Where's the Love?
I am currently reading a book Stephen Ambrose book called “Wild Blue” that follows the flight crew of the “Dakota Queen” (a B-24) through their campaign in WWII. At this point in the story, the Americans are moving into Southern Italy and setting up their airbases there. When we moved in the Italians were immensely grateful to have the American air boys there, for the food that the Americans gave them, the wages the Americans paid them (small by American standards, even out of the Depression), and even flat out overlooked the problems the Americans brought with them. What a different world we live in today. Now aide from the US is not considered as something to be grateful for, but people look on it with expectation, and at the same time, scorn. We are no longer seen as the guardian of Democracy providing hope and life for those who have no reason to believe they are even going to live through the week. The humanitarian support flowing out of America is larger now than it has ever been in history, we are liberating people of some of the most oppressive governments this world has ever seen, but only after all reasonable attempts at diplomacy have been exhausted. For all this we receive a reputation as a bully, a modern conqueror attempting the establishment of an Empire. How can we change this? We can’t remove aid because then we would be seen as even larger bully. Though, the idea of a parent taking a cookie from a child who doesn’t say thank you would be very novel here. We can’t just pack up and leave the Middle East, or Europe, or Asia, or Africa for that matter, as that would leave the entire global community in uproar and chaos. We cannot afford a policy of isolationism; the world doesn’t work that way anymore. Yet, at the same token, as an expat American, and a patriotic one at that, I catch a lot of flak for the way people look at us. I have been barraged by the British for our actions in the Middle East when it was the British that started this whole mess in the first place by creating nations out of an Empire after WWII with no respect whatsoever to the inhabitants. I have been greeted by a Greek soldier who was calling the US a “stupid” imperialist nation for trying to “conquer” Iraq.

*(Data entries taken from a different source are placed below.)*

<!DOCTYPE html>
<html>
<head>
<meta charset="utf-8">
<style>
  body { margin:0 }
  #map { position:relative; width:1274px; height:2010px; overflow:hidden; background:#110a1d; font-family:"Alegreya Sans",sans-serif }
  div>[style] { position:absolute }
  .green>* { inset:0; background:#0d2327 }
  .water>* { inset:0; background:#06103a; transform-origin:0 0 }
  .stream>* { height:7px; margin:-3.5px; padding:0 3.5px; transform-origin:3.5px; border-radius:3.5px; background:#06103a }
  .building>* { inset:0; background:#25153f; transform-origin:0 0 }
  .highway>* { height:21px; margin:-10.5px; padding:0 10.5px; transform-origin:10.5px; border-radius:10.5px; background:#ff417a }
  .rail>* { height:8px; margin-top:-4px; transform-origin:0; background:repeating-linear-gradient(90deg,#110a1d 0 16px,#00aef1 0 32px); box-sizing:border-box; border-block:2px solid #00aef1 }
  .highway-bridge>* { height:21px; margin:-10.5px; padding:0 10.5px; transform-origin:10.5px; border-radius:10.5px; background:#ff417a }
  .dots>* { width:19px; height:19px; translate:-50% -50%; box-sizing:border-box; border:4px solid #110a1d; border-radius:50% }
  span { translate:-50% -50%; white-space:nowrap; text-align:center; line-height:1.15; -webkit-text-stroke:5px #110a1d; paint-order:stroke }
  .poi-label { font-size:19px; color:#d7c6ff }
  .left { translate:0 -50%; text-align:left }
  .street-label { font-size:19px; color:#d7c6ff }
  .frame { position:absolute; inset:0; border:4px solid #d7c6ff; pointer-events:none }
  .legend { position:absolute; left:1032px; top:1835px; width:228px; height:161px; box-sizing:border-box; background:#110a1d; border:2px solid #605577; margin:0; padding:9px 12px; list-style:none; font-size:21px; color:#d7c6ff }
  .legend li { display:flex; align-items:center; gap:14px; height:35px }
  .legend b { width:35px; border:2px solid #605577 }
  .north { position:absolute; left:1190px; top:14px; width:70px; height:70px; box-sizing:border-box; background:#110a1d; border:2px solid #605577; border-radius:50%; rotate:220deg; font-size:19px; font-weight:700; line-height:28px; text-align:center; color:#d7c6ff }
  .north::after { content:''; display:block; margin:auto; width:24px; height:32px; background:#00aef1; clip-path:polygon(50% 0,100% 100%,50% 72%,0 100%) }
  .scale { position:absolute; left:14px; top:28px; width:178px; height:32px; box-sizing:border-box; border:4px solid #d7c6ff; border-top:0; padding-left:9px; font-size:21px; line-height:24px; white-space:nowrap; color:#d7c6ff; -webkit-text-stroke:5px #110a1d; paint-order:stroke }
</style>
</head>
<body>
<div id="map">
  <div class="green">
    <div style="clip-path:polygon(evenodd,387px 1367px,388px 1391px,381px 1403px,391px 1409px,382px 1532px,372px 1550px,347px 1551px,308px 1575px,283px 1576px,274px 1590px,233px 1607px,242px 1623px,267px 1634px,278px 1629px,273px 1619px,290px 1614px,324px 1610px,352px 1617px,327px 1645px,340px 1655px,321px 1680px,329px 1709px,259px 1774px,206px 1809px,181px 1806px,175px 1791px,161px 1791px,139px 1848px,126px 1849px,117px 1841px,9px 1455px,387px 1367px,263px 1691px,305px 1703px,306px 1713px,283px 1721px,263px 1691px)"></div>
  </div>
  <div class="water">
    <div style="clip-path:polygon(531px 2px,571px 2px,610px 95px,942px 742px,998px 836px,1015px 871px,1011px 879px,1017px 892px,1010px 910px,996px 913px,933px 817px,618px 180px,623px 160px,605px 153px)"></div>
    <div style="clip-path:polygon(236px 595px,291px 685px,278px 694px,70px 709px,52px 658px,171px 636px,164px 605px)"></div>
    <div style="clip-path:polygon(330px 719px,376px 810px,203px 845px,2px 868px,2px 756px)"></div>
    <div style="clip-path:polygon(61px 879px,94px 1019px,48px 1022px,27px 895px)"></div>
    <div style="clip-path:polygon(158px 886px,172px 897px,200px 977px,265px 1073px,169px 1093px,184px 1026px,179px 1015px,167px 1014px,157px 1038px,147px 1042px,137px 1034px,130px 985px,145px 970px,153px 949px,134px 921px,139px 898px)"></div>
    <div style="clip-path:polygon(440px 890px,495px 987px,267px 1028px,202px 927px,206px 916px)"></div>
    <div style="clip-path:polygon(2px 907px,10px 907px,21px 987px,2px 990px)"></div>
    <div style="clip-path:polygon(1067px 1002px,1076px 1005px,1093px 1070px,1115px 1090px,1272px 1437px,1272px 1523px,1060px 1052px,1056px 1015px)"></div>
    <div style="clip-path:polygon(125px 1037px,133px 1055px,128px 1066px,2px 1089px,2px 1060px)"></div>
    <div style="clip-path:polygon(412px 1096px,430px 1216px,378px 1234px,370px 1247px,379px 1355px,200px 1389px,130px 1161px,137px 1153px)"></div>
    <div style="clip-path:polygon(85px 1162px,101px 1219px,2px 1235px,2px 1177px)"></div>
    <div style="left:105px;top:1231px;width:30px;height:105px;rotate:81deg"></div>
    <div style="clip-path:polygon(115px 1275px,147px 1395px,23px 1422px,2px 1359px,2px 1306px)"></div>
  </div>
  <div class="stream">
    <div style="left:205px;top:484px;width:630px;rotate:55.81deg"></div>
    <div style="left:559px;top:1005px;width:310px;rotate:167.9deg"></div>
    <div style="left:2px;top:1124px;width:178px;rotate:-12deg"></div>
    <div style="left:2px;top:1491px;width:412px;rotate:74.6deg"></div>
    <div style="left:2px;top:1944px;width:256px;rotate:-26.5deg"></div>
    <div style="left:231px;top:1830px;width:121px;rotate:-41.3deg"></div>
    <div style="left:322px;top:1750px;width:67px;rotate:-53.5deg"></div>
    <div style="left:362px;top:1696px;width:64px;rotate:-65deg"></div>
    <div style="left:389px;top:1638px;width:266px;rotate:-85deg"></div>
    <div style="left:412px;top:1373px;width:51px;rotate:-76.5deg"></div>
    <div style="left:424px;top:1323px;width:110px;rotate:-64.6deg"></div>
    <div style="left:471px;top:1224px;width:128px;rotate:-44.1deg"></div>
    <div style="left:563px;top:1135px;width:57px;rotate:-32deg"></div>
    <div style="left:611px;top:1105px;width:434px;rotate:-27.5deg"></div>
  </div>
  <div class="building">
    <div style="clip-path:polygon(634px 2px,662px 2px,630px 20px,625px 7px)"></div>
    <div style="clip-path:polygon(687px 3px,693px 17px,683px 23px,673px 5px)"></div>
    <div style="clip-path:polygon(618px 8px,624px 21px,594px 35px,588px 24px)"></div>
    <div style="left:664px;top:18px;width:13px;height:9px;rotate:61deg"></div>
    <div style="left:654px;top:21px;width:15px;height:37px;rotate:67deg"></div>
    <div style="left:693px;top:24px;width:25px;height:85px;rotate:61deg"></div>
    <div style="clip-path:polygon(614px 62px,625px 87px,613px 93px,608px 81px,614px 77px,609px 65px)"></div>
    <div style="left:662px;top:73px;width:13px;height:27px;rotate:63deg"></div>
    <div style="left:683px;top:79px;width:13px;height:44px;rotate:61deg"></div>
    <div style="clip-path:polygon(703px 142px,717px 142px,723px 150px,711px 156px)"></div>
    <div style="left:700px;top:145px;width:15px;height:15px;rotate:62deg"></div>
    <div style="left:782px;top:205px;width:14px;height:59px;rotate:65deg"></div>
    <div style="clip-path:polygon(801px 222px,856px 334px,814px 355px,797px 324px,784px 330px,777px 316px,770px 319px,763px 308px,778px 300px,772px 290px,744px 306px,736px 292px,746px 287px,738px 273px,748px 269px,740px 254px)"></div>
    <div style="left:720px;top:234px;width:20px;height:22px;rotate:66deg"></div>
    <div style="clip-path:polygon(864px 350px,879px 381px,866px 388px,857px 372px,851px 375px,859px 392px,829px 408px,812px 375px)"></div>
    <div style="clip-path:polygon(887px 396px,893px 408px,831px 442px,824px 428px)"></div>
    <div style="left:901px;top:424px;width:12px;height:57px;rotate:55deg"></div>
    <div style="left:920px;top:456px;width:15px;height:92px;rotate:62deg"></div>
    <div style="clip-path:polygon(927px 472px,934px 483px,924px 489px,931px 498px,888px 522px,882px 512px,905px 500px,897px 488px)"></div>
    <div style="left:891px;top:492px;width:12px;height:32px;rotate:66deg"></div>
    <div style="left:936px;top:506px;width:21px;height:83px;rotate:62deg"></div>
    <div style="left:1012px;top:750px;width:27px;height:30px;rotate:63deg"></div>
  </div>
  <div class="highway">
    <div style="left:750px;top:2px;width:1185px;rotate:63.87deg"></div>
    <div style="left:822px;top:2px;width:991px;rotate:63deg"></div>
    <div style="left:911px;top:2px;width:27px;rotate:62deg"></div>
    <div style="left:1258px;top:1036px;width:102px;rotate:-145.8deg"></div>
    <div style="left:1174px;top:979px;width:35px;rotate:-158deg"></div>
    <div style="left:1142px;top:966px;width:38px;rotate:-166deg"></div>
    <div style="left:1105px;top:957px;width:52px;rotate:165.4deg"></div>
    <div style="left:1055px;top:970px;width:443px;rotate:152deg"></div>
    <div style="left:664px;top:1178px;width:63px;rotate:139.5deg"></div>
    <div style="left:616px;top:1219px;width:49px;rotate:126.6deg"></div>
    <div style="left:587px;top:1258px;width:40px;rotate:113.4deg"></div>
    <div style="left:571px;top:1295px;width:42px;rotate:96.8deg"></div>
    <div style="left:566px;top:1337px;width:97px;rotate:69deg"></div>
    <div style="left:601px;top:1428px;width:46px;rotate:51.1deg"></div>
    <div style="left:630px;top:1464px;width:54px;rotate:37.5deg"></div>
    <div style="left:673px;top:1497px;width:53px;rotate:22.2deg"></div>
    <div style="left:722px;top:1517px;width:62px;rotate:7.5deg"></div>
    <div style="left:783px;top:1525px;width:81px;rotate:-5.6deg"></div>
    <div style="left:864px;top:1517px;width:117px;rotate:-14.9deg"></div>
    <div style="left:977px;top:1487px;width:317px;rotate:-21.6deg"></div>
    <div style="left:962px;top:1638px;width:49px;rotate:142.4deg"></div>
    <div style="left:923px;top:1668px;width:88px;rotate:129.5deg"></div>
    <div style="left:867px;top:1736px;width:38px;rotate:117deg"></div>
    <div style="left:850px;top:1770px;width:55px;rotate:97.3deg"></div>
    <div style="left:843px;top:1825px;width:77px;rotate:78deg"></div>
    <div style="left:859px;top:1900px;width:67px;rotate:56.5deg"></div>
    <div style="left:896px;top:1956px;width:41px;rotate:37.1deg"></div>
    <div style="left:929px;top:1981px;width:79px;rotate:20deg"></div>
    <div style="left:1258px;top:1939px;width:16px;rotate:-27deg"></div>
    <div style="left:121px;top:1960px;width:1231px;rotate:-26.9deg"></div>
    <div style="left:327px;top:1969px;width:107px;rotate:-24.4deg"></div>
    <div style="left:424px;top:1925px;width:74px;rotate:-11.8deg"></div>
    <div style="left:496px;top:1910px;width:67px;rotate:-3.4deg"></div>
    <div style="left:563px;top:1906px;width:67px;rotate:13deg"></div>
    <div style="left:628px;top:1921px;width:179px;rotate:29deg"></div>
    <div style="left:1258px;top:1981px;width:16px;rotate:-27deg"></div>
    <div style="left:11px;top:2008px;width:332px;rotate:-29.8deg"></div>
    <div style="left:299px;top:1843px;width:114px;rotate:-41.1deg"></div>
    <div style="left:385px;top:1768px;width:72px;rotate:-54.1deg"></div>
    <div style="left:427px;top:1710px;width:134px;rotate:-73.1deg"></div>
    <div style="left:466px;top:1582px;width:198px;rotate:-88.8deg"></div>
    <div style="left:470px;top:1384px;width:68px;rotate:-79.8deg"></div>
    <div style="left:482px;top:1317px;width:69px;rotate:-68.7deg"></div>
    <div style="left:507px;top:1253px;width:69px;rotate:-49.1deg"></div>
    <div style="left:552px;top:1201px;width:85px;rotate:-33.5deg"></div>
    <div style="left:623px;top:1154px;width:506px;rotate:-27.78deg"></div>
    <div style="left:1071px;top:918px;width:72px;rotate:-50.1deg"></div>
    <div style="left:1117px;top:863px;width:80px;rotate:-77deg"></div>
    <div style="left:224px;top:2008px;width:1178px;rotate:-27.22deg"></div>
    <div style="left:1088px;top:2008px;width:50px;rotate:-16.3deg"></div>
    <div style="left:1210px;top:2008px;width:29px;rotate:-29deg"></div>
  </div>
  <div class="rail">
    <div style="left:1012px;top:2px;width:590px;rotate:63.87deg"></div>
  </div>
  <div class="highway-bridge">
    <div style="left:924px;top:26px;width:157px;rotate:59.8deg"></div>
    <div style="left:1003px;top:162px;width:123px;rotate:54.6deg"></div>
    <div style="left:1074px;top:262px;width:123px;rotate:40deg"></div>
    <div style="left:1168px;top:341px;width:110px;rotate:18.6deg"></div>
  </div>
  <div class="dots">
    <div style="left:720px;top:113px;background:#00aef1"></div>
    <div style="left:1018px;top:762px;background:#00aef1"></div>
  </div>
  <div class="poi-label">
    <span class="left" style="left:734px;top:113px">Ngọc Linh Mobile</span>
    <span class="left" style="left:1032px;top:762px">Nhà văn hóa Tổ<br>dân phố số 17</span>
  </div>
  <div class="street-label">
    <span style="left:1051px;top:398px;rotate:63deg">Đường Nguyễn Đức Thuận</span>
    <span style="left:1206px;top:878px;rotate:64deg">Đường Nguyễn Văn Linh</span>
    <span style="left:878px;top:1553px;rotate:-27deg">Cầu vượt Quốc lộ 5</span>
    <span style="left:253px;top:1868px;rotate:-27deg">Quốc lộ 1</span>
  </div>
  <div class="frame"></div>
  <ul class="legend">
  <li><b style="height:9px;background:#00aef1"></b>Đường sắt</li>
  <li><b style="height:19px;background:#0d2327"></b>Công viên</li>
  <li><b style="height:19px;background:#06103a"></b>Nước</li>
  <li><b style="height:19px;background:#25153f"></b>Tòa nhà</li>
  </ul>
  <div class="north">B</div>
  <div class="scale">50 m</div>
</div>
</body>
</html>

The last time anyone ever heard of the Greek army it was because they were attempting to take over a small, uninhabited Aegean Island from Turkey in 1996. (cnn.com) Now their largest task is guarding the Olympic village from terrorist attacks, after the games are already over, and this guy is sitting here telling me that Americans are greedy, stupid, and crazy!? I don’t know what the solution is. I don’t know what we can do to restore our image internationally and have people recognize us for who and what we are, and not what their local media is presenting as the popular image. What sickens me even more is the idea that my fellow Americans now holding this image. When I’m defending our president, our country, and her actions from the most recent belligerent Brit and someone from our group is taking their side in attacking his own country for her helping people in distress, and preempting nuclear war it frustrates me to no end. Rant, done.